EXERCISE ->
Search the entries for the word "route" and report each line that has it.

INPUT DATA ->
───

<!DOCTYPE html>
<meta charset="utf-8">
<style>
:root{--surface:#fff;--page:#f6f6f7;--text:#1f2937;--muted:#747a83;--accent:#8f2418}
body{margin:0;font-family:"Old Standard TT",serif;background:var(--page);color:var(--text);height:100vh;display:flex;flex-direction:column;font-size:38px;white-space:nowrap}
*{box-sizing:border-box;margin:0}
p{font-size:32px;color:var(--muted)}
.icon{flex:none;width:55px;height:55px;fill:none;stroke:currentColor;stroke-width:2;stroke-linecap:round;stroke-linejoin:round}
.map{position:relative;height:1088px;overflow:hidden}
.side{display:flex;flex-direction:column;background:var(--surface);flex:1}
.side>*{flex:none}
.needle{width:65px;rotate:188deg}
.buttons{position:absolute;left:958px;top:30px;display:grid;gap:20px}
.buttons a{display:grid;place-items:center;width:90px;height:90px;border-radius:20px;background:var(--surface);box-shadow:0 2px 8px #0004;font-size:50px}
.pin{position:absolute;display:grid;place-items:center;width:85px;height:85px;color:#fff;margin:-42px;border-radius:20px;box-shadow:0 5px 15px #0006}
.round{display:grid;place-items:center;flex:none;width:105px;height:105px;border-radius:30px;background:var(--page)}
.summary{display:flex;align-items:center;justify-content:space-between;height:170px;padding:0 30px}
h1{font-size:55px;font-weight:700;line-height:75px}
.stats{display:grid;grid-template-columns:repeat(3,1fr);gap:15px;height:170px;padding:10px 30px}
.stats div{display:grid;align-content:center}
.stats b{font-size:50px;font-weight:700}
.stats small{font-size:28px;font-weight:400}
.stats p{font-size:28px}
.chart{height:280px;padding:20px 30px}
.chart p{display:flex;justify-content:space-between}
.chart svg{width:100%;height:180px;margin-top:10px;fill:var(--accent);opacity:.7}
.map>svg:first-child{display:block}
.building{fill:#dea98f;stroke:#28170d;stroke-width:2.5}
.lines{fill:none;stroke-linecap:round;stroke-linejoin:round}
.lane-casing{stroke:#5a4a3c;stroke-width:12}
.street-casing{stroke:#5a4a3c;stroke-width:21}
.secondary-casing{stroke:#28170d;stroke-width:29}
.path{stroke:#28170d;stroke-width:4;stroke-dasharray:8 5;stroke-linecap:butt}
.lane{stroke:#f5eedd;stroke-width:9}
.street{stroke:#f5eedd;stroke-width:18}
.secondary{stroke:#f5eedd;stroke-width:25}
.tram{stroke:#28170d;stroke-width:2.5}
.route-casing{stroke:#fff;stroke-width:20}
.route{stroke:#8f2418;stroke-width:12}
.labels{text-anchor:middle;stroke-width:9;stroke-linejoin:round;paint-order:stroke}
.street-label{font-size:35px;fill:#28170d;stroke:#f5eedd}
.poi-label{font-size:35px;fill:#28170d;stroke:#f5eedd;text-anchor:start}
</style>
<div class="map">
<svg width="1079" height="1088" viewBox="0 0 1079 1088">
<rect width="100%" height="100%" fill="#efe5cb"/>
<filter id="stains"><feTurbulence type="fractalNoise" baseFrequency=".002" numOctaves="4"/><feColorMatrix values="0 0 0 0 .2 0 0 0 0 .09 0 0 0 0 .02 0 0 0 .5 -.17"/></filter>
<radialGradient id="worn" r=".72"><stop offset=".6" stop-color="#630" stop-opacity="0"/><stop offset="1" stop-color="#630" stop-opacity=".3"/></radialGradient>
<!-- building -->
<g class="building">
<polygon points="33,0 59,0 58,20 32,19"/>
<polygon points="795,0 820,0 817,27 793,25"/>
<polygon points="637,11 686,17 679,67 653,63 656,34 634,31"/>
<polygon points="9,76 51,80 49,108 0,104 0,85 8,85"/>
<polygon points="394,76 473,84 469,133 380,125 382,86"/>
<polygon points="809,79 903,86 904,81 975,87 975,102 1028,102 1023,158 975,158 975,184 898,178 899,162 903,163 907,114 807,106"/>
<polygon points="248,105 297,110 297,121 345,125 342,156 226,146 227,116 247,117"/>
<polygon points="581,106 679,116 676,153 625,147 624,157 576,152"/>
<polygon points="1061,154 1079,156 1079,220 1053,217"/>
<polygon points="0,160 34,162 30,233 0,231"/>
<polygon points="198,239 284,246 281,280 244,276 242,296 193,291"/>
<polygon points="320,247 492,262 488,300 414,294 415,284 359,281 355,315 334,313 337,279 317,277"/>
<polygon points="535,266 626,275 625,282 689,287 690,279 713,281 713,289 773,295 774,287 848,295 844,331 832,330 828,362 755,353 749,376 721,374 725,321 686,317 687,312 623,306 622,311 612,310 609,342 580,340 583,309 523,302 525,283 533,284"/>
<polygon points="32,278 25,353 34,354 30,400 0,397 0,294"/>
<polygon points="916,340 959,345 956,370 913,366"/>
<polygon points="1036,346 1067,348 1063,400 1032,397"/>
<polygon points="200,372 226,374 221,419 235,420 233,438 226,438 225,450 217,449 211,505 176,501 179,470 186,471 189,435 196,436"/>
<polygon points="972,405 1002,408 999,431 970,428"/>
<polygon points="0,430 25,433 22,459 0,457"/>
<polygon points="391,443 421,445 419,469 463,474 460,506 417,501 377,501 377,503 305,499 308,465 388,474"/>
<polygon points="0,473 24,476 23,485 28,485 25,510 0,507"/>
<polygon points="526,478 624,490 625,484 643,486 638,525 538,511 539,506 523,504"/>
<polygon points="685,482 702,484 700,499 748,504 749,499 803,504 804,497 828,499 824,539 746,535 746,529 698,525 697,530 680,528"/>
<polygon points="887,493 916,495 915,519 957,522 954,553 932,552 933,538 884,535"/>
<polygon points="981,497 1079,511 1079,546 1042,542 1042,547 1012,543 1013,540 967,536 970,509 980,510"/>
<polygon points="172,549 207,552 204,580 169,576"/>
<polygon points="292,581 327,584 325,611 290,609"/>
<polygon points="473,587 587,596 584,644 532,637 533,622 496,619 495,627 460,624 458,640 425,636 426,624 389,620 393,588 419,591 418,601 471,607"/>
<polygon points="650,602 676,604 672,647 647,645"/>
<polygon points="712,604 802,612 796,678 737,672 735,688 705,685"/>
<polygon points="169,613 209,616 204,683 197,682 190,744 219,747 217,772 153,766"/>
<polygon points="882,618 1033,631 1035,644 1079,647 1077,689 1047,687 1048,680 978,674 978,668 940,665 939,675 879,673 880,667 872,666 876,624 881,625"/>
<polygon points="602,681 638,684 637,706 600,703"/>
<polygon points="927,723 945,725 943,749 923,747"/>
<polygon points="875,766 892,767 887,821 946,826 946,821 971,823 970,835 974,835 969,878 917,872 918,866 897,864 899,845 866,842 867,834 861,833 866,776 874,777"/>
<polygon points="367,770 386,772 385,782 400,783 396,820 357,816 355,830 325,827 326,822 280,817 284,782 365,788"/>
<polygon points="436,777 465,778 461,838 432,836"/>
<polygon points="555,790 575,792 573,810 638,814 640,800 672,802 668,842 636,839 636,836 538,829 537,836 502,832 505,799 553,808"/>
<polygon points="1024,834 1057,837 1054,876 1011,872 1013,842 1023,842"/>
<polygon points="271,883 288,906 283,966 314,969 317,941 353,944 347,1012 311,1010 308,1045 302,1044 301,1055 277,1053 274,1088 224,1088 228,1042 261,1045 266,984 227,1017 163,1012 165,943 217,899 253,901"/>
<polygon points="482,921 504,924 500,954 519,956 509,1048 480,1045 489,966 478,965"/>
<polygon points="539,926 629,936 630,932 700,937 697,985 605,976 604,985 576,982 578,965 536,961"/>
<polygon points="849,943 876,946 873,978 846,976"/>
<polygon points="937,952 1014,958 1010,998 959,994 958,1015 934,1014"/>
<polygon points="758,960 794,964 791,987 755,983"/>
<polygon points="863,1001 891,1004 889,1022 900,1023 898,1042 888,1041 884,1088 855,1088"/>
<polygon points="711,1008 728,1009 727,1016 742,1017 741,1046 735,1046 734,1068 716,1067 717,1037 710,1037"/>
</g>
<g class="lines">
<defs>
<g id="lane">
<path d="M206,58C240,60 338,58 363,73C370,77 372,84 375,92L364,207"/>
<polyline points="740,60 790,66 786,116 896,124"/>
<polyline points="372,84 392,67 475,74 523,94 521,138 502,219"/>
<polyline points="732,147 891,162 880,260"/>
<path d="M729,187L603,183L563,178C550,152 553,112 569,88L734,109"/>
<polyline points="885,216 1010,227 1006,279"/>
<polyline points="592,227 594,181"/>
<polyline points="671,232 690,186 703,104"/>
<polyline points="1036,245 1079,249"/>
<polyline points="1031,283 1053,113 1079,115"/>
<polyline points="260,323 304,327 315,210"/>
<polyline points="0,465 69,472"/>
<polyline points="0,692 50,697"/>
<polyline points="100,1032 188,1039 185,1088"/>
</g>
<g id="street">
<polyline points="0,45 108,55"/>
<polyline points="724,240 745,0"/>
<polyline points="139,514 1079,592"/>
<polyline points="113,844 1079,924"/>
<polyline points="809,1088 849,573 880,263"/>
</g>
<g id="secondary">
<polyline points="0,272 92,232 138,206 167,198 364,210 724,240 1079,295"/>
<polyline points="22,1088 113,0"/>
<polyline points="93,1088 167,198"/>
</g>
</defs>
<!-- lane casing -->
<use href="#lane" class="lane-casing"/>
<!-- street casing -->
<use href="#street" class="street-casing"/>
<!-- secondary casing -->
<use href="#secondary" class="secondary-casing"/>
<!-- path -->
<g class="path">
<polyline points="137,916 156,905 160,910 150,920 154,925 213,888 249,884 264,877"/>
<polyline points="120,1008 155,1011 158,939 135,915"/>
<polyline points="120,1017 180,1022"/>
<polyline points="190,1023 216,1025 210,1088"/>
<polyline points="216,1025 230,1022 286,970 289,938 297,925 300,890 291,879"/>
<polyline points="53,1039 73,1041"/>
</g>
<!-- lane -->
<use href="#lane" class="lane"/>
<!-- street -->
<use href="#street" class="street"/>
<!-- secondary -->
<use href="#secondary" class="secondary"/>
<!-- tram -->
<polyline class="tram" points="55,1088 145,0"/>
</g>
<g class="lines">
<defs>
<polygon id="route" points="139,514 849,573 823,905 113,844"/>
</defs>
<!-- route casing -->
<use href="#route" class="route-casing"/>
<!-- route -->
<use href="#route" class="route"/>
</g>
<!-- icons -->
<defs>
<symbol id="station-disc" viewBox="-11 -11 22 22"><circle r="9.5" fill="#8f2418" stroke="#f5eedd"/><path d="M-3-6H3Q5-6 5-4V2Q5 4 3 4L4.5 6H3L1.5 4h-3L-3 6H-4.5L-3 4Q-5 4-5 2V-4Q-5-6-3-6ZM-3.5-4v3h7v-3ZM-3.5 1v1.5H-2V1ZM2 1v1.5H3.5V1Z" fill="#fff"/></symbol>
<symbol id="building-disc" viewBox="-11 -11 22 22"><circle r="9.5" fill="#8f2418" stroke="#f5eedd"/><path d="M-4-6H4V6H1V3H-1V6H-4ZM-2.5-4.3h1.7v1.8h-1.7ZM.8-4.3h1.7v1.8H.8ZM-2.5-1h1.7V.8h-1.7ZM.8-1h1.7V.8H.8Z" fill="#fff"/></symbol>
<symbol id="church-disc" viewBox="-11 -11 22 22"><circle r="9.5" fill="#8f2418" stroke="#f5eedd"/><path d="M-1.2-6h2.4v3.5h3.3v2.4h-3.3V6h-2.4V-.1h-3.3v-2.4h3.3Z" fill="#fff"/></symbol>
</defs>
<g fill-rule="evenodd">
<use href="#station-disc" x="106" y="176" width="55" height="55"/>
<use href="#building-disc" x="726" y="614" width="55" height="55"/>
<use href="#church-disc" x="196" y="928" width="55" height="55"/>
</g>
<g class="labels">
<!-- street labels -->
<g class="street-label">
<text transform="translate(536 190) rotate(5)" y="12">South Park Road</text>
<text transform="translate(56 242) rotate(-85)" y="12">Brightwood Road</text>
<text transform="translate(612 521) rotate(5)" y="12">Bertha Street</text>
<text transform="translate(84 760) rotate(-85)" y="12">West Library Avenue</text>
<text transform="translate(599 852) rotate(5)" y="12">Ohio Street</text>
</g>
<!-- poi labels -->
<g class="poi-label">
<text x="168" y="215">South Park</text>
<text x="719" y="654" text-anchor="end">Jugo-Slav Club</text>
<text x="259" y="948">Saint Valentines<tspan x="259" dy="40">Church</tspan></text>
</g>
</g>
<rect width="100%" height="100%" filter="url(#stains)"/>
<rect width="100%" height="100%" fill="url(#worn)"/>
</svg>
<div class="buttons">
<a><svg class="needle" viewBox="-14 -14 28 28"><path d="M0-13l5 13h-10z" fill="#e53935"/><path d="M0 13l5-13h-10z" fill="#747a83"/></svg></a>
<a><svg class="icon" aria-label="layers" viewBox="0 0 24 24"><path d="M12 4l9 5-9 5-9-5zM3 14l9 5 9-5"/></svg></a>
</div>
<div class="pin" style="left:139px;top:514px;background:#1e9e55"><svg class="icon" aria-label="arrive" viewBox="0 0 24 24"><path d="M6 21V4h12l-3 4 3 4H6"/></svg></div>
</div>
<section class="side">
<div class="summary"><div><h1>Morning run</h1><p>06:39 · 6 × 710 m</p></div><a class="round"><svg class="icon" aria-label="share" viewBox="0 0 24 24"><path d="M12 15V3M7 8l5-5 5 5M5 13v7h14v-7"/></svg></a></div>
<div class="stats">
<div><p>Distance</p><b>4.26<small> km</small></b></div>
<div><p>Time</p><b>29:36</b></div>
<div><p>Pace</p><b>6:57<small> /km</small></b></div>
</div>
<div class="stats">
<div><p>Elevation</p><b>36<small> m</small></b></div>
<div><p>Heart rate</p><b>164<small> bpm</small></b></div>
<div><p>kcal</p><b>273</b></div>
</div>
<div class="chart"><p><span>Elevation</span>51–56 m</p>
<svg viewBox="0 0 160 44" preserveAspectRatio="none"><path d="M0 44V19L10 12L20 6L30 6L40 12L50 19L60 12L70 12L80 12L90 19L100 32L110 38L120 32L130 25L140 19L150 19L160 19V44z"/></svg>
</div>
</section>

───

COMPLETED TASK ->
.route-casing{stroke:#fff;stroke-width:20}
.route{stroke:#8f2418;stroke-width:12}
<polygon id="route" points="139,514 849,573 823,905 113,844"/>
<!-- route casing -->
<use href="#route" class="route-casing"/>
<!-- route -->
<use href="#route" class="route"/>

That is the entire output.